# Shop Vac for dust collection and small adapters...



## Kelemvor (Dec 28, 2012)

Howdy,

I have a Craftsman shop vac (4.25 HP) that is my only source of dust collection. It uses a standard 2" hose and I have it connected to a Dust Deputy to filter out everything before it gets to the actual vac. I have to move it around and dis/reconnect hoses and all that fun stuff. I'm debating two things.

1) Is this shop vac powerful enough to put it in one place and run PVC to the various areas I need to collect dust from? This would primary be 3 things. Table Saw, Miter Saw, and an aux port that I can use for a sander or something like that.

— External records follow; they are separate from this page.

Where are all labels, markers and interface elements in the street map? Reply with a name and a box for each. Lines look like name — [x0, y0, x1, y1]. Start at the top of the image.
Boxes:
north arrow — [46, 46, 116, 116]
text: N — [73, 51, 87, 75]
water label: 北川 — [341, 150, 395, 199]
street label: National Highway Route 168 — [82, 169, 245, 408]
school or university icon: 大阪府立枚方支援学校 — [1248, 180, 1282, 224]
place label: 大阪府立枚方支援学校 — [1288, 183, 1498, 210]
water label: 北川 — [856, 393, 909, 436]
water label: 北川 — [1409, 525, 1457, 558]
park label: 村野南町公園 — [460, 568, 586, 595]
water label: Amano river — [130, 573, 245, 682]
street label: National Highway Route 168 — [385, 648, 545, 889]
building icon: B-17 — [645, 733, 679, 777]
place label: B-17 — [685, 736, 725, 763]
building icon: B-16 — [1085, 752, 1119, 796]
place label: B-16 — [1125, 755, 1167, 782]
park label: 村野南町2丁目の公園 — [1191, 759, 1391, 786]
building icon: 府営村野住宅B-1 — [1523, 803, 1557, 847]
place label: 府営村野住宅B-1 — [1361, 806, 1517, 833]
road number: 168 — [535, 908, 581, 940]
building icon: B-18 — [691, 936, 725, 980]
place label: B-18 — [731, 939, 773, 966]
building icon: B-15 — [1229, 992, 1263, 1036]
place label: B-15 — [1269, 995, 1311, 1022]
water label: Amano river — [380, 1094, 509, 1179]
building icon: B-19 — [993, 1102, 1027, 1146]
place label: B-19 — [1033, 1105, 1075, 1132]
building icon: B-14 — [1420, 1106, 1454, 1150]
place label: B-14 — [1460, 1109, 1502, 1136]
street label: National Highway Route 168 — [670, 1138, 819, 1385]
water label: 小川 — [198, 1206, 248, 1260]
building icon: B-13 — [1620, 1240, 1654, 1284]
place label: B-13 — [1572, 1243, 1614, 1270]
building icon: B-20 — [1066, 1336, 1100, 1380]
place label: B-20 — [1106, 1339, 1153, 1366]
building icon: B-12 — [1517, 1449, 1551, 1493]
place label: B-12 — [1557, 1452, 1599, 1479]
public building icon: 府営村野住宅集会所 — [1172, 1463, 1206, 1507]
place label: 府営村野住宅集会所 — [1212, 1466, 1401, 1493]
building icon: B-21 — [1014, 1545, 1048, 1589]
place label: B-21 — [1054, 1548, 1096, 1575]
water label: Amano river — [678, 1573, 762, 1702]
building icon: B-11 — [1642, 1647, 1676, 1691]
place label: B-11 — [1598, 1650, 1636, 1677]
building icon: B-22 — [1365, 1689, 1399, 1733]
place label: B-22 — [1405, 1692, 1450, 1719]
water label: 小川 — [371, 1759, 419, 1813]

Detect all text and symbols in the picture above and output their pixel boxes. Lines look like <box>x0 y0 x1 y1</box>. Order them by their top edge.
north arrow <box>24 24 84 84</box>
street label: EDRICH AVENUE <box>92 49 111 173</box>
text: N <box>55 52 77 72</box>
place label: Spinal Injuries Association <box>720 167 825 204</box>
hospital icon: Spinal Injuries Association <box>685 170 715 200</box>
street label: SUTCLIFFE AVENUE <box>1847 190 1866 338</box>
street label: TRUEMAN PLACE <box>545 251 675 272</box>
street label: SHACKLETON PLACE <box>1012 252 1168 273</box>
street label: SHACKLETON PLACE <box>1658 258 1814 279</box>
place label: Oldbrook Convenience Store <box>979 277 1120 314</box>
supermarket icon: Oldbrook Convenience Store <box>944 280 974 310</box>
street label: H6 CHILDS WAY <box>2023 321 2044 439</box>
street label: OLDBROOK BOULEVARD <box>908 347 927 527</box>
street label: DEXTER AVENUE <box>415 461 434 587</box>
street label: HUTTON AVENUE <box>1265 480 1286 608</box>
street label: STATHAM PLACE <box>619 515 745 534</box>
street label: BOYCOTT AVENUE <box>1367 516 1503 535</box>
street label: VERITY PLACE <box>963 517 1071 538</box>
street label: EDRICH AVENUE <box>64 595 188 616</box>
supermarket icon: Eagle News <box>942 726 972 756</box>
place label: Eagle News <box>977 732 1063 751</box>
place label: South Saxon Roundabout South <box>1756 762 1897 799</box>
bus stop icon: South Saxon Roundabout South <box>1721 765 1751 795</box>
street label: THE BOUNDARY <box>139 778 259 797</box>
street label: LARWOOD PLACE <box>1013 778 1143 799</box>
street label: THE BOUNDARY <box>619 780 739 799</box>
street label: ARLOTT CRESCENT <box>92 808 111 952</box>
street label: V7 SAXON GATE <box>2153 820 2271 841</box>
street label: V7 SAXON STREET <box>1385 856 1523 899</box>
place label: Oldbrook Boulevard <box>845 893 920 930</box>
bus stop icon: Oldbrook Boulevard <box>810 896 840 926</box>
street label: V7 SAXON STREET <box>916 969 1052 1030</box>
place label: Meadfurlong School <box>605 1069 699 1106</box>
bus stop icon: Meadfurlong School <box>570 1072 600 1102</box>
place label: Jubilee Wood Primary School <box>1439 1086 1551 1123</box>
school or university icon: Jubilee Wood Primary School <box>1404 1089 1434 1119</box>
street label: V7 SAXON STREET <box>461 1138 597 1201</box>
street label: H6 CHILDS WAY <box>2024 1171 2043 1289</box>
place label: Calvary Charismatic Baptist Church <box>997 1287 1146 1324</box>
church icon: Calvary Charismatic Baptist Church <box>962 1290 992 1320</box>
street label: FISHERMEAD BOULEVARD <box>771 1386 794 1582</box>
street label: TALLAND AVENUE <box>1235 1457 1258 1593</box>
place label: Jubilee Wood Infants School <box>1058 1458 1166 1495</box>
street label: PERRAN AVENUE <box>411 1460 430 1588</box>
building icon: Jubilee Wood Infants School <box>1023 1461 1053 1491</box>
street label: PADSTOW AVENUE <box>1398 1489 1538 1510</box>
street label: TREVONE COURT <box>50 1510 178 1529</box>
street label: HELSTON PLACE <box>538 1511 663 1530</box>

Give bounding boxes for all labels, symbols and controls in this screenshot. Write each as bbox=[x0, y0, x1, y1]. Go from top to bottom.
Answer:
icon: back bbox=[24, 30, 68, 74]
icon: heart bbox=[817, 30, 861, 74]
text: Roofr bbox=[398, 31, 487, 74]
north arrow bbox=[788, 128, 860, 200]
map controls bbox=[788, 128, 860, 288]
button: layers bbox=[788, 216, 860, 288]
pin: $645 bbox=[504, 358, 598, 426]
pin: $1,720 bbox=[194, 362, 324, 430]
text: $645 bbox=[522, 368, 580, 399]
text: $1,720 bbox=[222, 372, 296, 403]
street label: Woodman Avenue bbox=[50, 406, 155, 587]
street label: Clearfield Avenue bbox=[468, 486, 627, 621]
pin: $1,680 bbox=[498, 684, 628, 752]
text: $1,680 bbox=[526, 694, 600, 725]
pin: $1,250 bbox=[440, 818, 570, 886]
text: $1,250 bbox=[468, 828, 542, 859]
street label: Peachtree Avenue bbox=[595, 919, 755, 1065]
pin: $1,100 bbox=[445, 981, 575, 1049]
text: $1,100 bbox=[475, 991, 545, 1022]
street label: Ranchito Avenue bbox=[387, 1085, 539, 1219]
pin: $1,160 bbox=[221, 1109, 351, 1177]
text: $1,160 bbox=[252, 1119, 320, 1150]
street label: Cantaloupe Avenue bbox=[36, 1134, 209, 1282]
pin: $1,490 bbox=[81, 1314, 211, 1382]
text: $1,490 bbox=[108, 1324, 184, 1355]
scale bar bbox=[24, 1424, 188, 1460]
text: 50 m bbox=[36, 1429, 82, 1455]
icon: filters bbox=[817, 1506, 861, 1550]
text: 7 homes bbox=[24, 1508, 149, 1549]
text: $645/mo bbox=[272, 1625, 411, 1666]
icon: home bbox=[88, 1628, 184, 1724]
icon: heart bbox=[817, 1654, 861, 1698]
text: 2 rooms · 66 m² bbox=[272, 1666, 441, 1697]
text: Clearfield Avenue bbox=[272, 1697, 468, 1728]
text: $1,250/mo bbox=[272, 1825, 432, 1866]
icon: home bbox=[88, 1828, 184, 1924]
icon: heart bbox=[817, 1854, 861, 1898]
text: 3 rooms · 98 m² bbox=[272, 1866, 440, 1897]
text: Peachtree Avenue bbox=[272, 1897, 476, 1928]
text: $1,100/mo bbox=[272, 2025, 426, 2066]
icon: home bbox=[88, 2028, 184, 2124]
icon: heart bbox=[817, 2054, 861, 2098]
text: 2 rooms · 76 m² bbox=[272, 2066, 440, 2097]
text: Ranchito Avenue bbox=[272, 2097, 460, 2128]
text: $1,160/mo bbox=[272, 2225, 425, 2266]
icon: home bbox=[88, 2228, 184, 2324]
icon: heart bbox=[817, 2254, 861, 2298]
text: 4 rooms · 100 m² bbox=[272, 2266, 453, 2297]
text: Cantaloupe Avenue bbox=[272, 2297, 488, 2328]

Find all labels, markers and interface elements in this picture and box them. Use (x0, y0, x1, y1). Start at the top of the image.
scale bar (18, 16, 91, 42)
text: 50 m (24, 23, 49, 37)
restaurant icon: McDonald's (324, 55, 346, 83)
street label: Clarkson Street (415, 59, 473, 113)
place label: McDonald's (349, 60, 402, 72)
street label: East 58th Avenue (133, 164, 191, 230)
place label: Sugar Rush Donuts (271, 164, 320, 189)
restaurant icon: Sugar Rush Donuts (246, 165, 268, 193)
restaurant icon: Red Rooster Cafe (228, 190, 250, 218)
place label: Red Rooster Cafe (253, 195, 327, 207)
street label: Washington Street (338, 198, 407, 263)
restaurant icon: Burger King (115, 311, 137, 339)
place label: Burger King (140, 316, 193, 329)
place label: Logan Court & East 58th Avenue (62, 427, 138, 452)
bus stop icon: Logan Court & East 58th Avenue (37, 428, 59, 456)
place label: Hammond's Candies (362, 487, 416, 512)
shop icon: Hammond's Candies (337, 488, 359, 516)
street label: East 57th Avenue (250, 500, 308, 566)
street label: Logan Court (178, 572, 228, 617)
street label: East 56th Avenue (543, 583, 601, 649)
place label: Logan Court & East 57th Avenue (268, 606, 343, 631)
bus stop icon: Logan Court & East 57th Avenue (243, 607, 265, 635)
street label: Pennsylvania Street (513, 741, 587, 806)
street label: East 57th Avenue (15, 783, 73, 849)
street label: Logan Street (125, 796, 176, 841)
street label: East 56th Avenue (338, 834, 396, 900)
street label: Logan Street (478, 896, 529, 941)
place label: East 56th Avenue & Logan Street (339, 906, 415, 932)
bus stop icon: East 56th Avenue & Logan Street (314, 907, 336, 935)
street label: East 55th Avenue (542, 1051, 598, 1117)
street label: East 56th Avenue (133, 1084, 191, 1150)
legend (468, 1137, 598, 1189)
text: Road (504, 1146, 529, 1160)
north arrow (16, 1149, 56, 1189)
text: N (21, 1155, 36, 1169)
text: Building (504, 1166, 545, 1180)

2) My random orbital sander is a Makita and it has a very small 5/8" ID (7/8" OD) port for the little bag thing to push onto. It doesn't do a very good job so I want to be able to connect this to the shop vac. Assuming I can find or make some adapter to go from 2" down to 5/8", do I need to be concerned since it will be trying to pull so much air through such a tiny opening? I don't want to burn out the shop vac motor or anything like that. Would it be best to drill some small holes on the end near the sander so it can pull air in from multiple ports so it has an easier time? Looking for any recommendations on the best way to do that.

Thanks!


----------



## Steve Neul (Sep 2, 2011)

I think you would be better off either getting more shop vacuums for the different applications or get an dust collector. If you are wanting to run ductwork throughout your shop you would be better off buying an actual dust collector. The longer you run pipe the larger the dust control system you need. You loose so much vacuum pressure when you start ducting it you would have a hard time doing that with a shop vacuum.


----------



## Jim Frye (Aug 24, 2016)

I have a small shop (12x22) and use a 15 year old 12 gal. industrial ShopVac for all dust collection. One of the most used accessories I have for this is a Bosch 16 foot 1" hose. It is super flexible and I use it with all of my sanders as it stays out of the way very well. The hose I have has been replaced by a newer model. Mine is rather old. For adapting a tool to vac hoses I use ShopVac's universal adapter. It can be cut to fit a lot of openings. My new Makita 1/4 sheet sander has a really small port and I used a piece of this adapter to connect the sander to the Bosch hose. I agree that normally, you won't be happy hooking a shop vac to ductwork. Sears used to sell 2 1/2" PVC duct work for that purpose, but most did not find it a viable solution. Steve's explanation is why. 

https://www.boschtools.com/us/en/boschtools-ocs/hoses-and-adapters-vac005-27305-p/
https://www.shopvacstore.com/shop-vac-universal-tool-adaptor-details.aspx


----------



## Kelemvor (Dec 28, 2012)

Yeah, that is what I was wondering about.

Any thoughts on being able to connect my shop vac to the tiny port on my sander and if I need to worry about putting stress on the shop vac motor?


----------



## Jim Frye (Aug 24, 2016)

Kelemvor said:


> Yeah, that is what I was wondering about.
> 
> Any thoughts on being able to connect my shop vac to the tiny port on my sander and if I need to worry about putting stress on the shop vac motor?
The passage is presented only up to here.